On peut aller encore plus loin, pousser les chose aux limites du paradoxe, en disant que le discours n'est pas la production du sujet. D'une source, on ne dit pas qu'elle produit l'eau qui jaillit d'elle. Tout au contraire, c'est en remontant le cours du ruisseau qu'on identifie son point d'émergence. Le ruisseau fait la source. De même devons-nous dire que le discours produit son sujet, et même que le sujet n'est concevable que comme le produit de son discours.
Ne riez pas, dit Monsieur Brume. Je sais bien que le discours a un auteur et jamais je ne prétendrai que le discours crée l'individu qui le prononce. Ce serait absurde.
Mais la vérité devient toute simple si vous vous rappelez ce que je viens de vous dire : l'individu en chair et en os, l'auteur conscient de lui-même et sûr de ses intentions n'est que la cause du discours, il n'en est pas le sujet. Ce sont deux instances rigoureusement distinctes. Le sujet, d'une certaine manière gouverne l'individu, mais de l'un à l'autre, il y a une non-correspondance, un saut, une béance.

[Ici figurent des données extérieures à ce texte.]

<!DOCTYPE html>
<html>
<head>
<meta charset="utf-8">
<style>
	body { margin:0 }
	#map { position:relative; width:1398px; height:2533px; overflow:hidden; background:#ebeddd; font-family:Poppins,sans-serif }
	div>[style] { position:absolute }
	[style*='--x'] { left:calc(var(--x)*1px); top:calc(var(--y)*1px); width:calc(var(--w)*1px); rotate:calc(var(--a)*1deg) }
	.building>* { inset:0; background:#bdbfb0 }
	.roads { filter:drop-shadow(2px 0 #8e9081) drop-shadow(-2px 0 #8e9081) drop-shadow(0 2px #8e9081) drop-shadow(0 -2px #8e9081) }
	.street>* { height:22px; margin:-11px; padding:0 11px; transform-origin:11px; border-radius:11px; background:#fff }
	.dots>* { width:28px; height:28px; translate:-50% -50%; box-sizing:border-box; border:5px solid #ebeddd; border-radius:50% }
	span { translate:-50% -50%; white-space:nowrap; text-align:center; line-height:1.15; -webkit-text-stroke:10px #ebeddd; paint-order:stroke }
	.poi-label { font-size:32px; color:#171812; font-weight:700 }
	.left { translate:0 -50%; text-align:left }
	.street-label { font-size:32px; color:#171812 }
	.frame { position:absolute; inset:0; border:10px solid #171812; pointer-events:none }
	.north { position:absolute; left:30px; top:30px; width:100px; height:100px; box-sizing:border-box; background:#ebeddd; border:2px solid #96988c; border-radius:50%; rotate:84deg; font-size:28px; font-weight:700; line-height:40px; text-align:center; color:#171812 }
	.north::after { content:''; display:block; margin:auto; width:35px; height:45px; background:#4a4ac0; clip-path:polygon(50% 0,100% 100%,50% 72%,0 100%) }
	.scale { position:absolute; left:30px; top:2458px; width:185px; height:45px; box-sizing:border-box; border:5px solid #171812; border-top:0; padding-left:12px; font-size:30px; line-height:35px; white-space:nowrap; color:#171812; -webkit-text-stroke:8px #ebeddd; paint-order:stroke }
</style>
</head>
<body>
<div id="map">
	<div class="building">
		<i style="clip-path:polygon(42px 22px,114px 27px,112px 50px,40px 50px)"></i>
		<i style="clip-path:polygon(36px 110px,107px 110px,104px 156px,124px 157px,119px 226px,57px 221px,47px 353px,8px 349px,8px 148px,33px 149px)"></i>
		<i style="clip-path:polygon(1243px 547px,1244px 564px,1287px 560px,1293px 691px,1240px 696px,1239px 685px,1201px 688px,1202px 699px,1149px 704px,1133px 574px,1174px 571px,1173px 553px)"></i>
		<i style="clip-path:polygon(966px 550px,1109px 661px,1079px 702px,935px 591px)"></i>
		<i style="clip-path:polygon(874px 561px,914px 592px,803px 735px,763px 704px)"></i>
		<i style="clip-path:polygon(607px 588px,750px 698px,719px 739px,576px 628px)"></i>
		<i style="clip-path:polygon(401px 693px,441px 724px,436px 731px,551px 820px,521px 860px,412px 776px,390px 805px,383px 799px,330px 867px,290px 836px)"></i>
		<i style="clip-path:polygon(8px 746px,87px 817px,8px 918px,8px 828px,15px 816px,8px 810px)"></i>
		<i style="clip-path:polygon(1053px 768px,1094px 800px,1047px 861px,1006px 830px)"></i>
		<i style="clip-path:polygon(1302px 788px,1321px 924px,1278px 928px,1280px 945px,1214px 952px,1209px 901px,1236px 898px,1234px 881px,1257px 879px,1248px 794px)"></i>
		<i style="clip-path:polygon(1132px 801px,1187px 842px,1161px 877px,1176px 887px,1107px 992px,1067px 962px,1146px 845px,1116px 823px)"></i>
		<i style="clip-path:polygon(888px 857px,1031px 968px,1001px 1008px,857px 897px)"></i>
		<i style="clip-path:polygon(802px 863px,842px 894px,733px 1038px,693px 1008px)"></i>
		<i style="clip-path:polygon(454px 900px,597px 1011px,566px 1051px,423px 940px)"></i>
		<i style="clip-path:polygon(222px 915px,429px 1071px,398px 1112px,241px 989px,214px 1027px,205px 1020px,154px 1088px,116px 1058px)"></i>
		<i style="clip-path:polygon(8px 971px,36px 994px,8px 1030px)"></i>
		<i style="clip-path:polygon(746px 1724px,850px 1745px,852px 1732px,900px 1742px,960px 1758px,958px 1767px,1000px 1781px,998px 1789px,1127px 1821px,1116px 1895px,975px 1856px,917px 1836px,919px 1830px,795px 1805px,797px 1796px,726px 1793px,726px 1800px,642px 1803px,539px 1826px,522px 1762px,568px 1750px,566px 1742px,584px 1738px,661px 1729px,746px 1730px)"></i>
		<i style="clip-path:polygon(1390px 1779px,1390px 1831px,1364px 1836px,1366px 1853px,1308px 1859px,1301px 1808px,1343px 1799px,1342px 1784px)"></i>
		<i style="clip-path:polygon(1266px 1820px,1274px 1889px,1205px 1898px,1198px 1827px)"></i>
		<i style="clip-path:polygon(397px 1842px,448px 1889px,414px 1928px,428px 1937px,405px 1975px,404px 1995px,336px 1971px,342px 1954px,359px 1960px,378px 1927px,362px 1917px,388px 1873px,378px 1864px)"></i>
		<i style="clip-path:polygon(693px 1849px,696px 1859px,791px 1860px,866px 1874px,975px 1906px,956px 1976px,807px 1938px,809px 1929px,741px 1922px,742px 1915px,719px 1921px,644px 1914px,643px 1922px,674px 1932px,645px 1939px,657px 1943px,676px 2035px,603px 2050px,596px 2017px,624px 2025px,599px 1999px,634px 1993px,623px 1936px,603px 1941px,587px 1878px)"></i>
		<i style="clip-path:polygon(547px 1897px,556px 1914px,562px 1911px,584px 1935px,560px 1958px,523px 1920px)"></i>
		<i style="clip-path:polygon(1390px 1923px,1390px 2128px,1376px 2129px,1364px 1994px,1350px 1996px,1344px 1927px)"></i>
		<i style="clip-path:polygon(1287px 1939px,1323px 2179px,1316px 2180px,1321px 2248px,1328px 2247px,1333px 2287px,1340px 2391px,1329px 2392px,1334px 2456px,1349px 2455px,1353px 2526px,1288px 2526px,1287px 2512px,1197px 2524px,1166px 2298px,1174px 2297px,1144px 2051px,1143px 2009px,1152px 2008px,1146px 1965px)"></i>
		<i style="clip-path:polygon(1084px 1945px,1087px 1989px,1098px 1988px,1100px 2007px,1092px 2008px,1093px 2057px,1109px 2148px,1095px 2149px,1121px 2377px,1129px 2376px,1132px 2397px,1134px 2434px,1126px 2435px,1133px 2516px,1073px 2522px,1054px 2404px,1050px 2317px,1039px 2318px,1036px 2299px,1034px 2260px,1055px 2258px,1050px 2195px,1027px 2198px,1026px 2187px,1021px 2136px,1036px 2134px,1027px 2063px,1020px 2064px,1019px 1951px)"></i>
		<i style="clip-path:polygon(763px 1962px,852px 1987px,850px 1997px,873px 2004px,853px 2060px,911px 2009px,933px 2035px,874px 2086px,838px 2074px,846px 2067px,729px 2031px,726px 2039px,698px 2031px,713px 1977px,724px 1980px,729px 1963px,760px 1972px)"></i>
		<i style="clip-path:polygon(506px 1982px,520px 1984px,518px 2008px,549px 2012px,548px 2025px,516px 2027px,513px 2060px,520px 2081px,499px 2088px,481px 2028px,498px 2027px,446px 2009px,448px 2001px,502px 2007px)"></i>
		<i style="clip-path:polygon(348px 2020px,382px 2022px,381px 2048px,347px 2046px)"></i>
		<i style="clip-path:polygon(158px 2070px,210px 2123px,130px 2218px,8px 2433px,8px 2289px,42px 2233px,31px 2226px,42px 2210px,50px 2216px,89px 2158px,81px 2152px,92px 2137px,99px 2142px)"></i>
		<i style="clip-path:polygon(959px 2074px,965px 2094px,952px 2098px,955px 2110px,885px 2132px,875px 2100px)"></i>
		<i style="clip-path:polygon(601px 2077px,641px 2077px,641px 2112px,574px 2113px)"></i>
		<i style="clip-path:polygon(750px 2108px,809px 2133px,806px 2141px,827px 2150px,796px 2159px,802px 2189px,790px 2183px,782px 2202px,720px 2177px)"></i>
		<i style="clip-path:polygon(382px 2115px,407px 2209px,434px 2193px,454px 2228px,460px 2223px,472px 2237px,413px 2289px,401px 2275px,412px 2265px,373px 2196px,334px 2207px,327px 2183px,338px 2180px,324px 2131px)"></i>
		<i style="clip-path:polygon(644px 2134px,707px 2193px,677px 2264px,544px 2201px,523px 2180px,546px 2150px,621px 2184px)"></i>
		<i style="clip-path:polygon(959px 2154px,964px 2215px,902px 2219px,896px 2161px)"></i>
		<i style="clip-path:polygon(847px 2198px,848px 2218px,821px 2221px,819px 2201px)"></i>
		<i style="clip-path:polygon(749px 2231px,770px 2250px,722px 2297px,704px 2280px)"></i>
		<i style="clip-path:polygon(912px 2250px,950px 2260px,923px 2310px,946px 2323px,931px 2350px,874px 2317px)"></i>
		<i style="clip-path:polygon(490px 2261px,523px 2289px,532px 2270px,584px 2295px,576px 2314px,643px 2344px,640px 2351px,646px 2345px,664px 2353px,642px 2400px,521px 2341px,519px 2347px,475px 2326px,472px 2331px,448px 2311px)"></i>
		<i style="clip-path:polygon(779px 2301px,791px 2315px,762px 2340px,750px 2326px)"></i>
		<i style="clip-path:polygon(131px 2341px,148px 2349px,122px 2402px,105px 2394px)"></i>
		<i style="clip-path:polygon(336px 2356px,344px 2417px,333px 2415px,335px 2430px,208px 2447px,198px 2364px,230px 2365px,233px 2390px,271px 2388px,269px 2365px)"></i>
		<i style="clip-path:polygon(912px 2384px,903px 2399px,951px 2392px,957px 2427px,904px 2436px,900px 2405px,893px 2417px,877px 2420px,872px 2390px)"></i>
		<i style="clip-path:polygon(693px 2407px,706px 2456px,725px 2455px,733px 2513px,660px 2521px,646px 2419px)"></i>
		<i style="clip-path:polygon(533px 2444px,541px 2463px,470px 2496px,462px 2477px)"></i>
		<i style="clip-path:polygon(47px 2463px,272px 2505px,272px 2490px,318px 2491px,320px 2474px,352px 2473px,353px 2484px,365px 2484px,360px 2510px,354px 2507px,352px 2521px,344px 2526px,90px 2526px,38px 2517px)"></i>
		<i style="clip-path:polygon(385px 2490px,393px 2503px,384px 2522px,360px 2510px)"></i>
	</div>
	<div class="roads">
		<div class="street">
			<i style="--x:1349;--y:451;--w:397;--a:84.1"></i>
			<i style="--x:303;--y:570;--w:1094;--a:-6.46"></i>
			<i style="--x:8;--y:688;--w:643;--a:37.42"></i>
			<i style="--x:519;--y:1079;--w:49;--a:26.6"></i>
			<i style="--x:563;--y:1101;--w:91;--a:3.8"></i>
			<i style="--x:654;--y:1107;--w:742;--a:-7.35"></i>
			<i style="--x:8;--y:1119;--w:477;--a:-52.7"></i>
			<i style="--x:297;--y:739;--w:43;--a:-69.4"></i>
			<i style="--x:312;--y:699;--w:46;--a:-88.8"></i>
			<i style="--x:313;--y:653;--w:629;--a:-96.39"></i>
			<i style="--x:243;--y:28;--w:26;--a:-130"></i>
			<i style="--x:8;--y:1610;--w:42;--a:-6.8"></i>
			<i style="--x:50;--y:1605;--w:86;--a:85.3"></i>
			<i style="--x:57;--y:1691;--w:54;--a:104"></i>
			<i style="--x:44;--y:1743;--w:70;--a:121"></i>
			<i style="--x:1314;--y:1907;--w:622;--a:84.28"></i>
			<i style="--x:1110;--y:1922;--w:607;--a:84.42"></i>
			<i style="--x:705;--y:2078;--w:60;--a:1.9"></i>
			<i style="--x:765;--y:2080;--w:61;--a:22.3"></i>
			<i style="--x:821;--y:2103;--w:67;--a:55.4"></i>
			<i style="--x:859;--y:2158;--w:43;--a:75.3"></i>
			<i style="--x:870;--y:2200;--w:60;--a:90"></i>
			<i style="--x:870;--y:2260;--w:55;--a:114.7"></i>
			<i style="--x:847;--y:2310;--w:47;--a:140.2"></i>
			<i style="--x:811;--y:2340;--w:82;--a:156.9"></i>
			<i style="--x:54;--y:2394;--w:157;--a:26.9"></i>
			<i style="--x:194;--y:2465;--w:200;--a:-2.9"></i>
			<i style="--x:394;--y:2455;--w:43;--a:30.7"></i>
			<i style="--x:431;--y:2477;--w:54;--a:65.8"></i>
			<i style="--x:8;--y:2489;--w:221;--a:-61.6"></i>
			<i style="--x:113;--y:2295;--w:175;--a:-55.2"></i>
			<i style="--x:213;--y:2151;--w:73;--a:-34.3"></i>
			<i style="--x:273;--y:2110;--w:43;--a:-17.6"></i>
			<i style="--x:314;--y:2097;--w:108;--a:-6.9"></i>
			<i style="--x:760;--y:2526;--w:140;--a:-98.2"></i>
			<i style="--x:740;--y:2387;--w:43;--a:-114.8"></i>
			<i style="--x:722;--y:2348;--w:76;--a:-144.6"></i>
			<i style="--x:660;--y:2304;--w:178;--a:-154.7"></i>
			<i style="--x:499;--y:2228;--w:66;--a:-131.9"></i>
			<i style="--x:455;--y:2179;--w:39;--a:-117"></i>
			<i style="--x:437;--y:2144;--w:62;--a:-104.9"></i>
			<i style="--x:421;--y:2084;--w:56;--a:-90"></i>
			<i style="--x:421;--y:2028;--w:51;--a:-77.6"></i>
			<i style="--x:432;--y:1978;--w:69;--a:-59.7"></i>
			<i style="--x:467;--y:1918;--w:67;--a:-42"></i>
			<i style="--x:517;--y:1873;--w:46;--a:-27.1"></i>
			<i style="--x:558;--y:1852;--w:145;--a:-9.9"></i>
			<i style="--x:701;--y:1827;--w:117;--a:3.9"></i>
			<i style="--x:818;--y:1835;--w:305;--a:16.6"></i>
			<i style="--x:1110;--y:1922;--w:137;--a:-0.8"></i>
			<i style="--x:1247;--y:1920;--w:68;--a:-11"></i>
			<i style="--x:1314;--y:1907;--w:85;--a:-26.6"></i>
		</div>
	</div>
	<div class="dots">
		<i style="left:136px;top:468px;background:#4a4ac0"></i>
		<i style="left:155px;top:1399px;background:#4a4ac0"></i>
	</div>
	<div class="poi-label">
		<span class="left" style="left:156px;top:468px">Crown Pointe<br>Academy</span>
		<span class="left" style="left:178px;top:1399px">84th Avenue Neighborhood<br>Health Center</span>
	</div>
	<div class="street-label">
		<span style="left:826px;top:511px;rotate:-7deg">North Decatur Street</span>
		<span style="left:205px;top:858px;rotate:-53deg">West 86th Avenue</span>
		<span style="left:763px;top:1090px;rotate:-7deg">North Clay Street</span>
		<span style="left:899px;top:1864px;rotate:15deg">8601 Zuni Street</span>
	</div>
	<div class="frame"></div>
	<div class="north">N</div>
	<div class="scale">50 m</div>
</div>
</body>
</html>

En prononçant le discours, en écrivant le texte, l'auteur s'en remet au langage ; il met en jeu tout un système producteur de sens, une texture organisée de signifiants. Ce processus le porte au-delà de lui-même. De ce fait, le dit va plus loin que vouloir-dire, apporte un surcroît de sens, renvoie l'auteur à la part de lui-même qu'il ne connaît pas.

Alors, si vraiment cet article te semble hors du commun, n'attache pas trop d'importance à la question de savoir qui l'a écrit. L'auteur aura beau t'expliquer ses intentions, ses raisons, ses scrupules, tu en sauras toujours moins par lui que par le texte lui-même.